If the allied group of the Coleochaeteae is considered together with the Florideae, we find a transition between the ordinary case of Coleochaete and that of Dudresnaya. In Coleochaete, the male cell is a round spermatozoid, and the female cell an oosphere contained in the base of a cell which is elongated into an open and hair-like tube called the trichogyne. The spermatozoid coalesces with the oosphere, which secretes a wall, becomes surrounded with a covering of cells called a cystocarp, which springs from cells below the trichogyne, and after the whole structure falls from the parent plant, spores are developed from the oospore, and from them arises a new generation.
In Dudresnaya, on the other hand, the spermatozoid coalesces indeed with the trichogyne, but this does not develop further. From below the trichogyne, however, spring several branches, which run to the ends of adjacent branches, with the apical cells of which they conjugate, and the result of this conjugation is the development of a cystocarp similar to that of Coleochaete. The remarkable point here is the way in which the effect of the fertilizing process is carried from one cell to another entirely distinct from it.
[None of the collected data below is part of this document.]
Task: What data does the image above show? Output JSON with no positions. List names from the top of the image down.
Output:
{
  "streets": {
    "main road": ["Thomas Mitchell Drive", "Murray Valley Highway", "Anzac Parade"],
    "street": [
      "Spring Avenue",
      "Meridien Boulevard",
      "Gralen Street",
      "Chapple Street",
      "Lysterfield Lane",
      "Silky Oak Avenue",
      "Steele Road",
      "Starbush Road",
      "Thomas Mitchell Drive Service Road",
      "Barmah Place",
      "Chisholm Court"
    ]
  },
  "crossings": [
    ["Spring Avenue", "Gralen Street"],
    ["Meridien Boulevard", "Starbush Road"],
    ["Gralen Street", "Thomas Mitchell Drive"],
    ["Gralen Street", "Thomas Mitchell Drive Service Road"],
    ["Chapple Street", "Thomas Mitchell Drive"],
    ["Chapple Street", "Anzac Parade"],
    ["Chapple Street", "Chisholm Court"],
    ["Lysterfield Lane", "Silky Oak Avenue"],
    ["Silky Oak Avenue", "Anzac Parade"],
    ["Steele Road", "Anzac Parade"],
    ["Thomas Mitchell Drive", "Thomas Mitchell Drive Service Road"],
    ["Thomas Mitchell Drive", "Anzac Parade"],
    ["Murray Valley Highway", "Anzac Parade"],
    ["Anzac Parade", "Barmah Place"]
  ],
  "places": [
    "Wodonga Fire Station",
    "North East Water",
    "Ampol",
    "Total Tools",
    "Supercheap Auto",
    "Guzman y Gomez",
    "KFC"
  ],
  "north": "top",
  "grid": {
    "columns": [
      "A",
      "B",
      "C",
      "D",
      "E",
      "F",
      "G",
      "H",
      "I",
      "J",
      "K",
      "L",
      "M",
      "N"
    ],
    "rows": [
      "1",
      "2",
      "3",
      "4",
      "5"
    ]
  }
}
Thus I have endeavored to sum up the processes of asexual and of sexual reproduction. But it is a peculiar characteristic of most classes of plants that the cycle of their existence is not complete until both methods of reproduction have been called into play, and that the structure produced by one method is entirely different from that produced by the other method.
Indeed, it is only in some algae and fungi that the reproductive cells of one generation produce a generation similar to the parent; in all other plants a generation A produces are unlike generation B, which may either go on to produce another generation, C, and then back to A, or it may go on producing B’s until one of these reproduces A, or again it may directly reproduce; A. Thus we have the three types:
1. A-B-C.--A-B-C.--A..................... etc. 2. A-B-B.--B-B...................B--A ... etc. 3. A B A B A............................. etc.
The first case is not common, the usual number of generations being two only; but a typical example of the occurrence of three generations is in such fungi as Puccinia Graminis. Here the first generation grows on barberry leaves, and produces a kind of spore called an aecidium spore. These aecidium spores germinate only on a grass stem or leaf, and a distinct generation is produced, having a particular kind of spore called an uredospore. The uredospore forms fresh generations of the same kind until the close of the summer, when the third generation with another kind of spore, called a teleutospore, is produced.
The teleutospores only germinate on barberry leaves, and there reproduce the original aecidium generation.